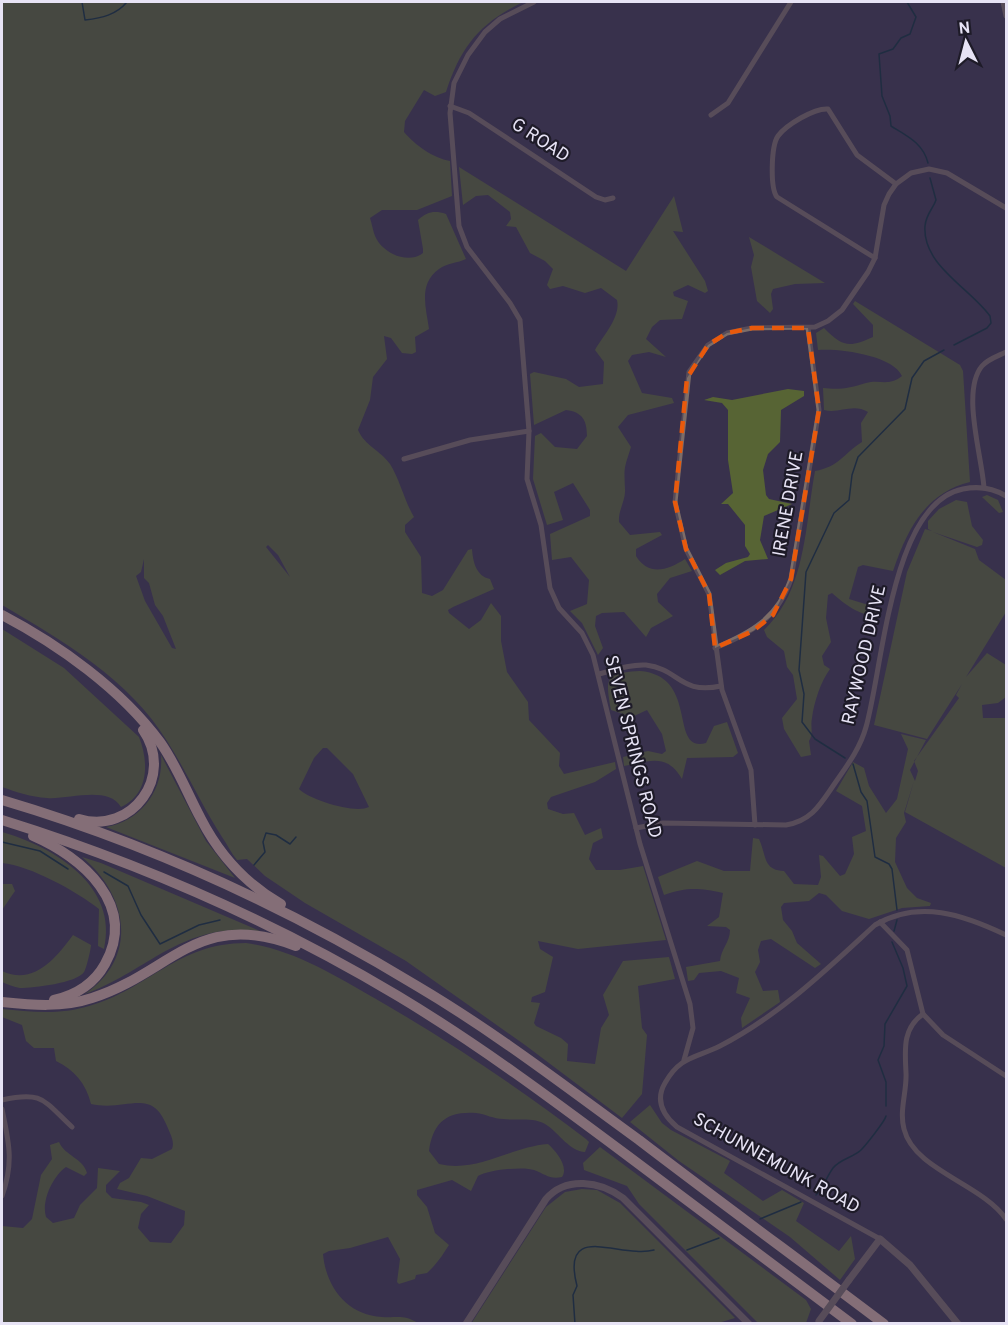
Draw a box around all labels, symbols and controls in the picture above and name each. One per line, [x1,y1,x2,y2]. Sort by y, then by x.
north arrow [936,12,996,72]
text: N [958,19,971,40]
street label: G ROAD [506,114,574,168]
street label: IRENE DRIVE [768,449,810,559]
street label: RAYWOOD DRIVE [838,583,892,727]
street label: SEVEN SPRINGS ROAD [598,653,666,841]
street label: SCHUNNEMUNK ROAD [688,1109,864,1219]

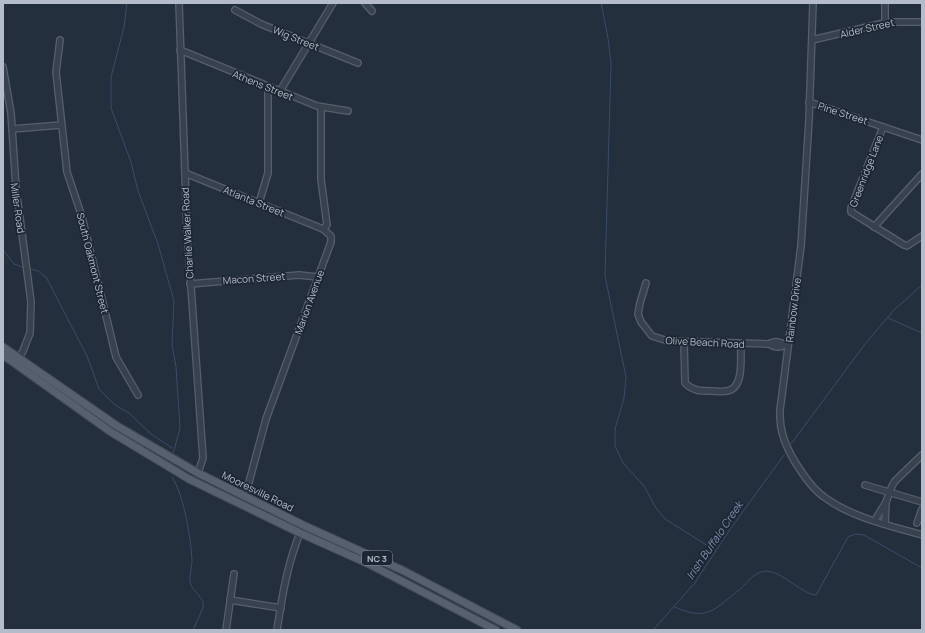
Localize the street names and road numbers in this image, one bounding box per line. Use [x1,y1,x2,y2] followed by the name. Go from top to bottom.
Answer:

=-=-=

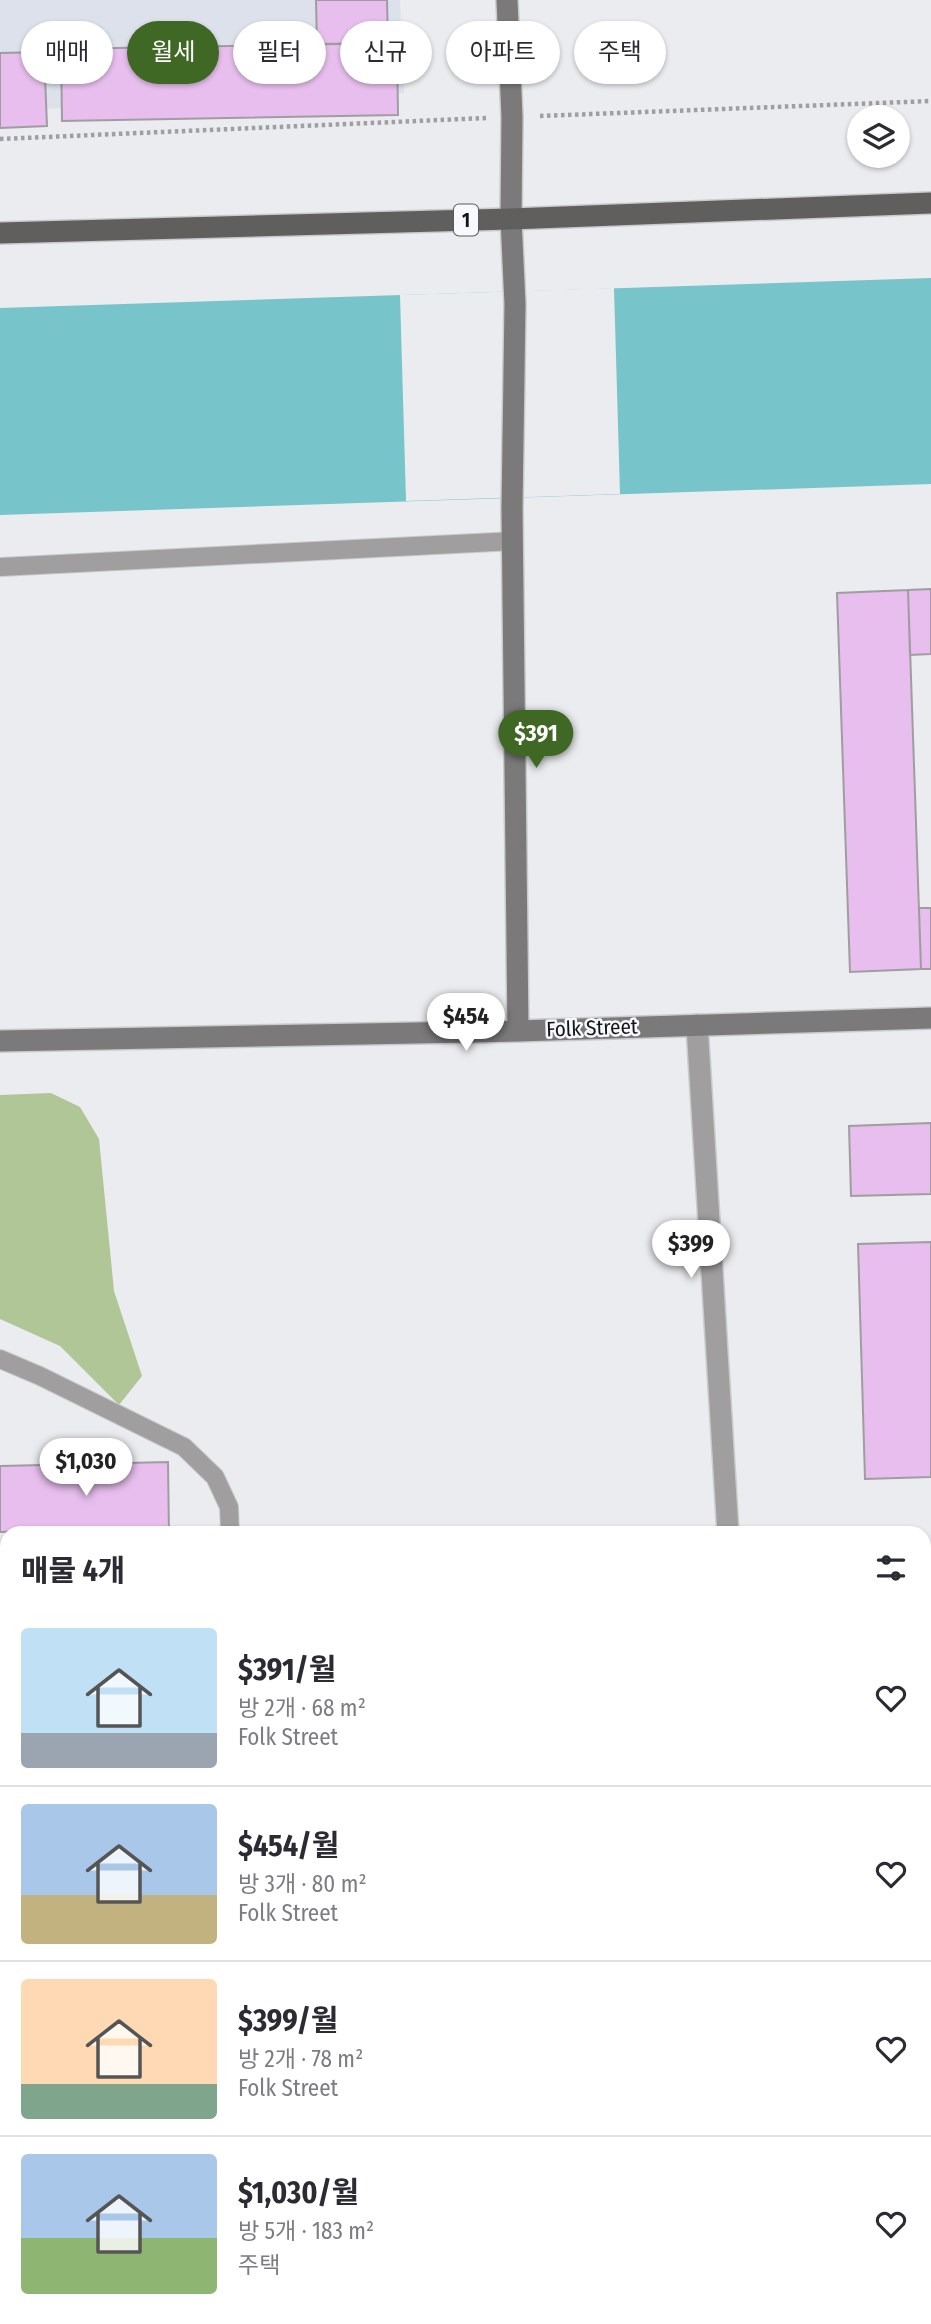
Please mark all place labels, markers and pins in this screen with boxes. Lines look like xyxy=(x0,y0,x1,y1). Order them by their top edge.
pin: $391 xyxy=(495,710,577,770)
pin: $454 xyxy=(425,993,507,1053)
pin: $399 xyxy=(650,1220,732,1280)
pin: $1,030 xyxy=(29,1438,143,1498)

=-=-=

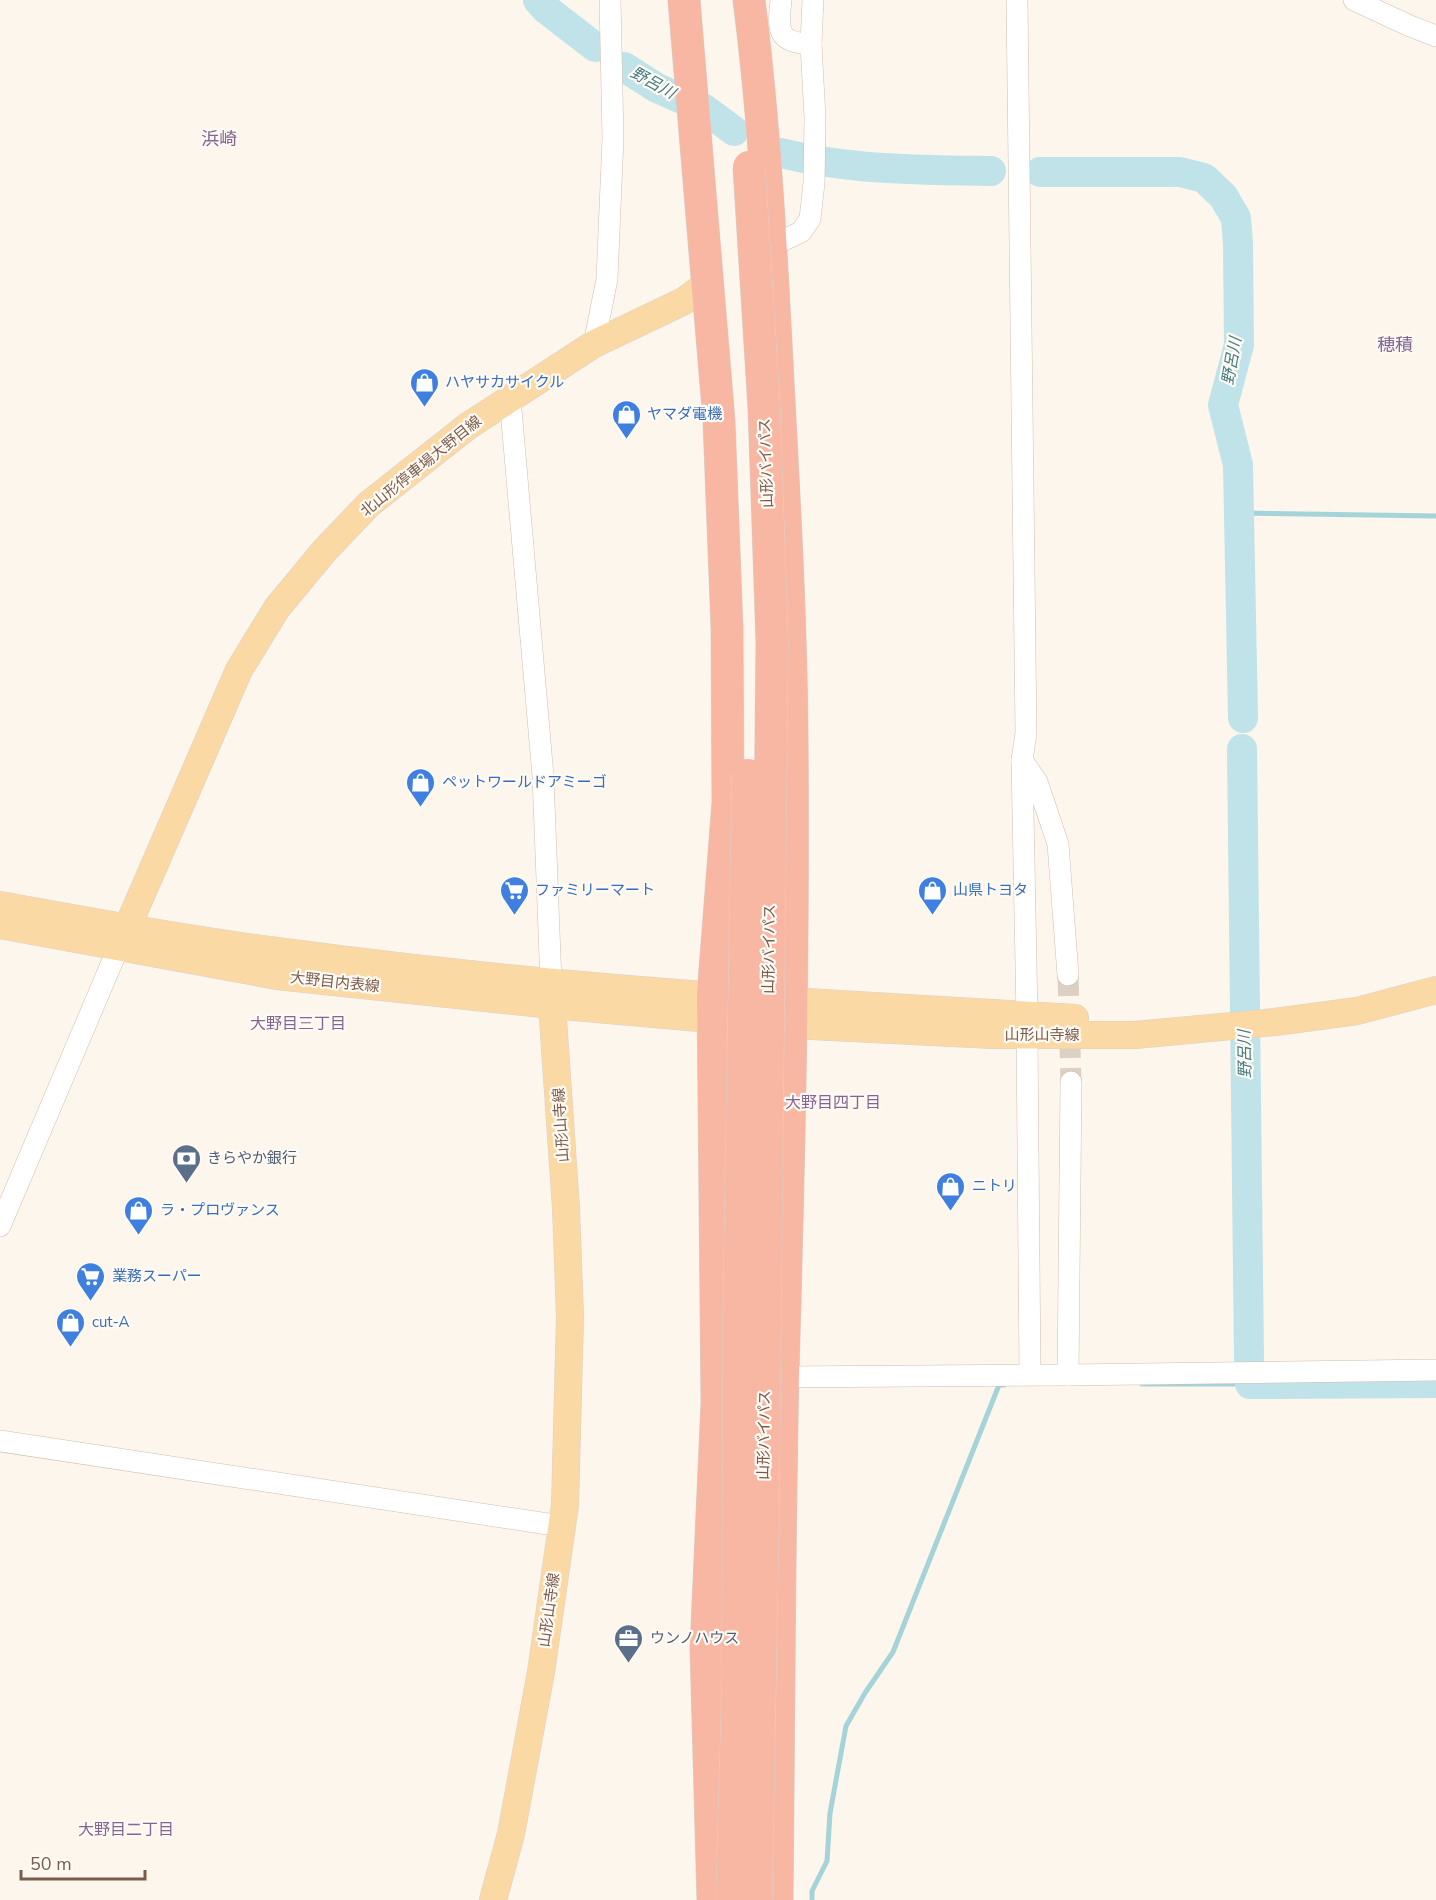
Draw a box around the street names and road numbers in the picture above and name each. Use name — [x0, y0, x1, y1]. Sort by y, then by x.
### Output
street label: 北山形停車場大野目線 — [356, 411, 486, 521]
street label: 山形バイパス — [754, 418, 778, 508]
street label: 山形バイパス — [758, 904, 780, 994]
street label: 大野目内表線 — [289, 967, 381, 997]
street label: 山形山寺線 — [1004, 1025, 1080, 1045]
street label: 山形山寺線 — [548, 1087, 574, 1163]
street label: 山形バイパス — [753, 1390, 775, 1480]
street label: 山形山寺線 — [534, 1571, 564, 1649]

=-=-=

Return a copy of each line in the entries that contains "names".

Localize the street names and road numbers in this image, one bounding box per line. Use [x1,y1,x2,y2] followed by the name. Go from top to bottom.
Draw a box around the street names and road numbers in the picture above and name each. Use name — [x0, y0, x1, y1]. Sort by y, then by x.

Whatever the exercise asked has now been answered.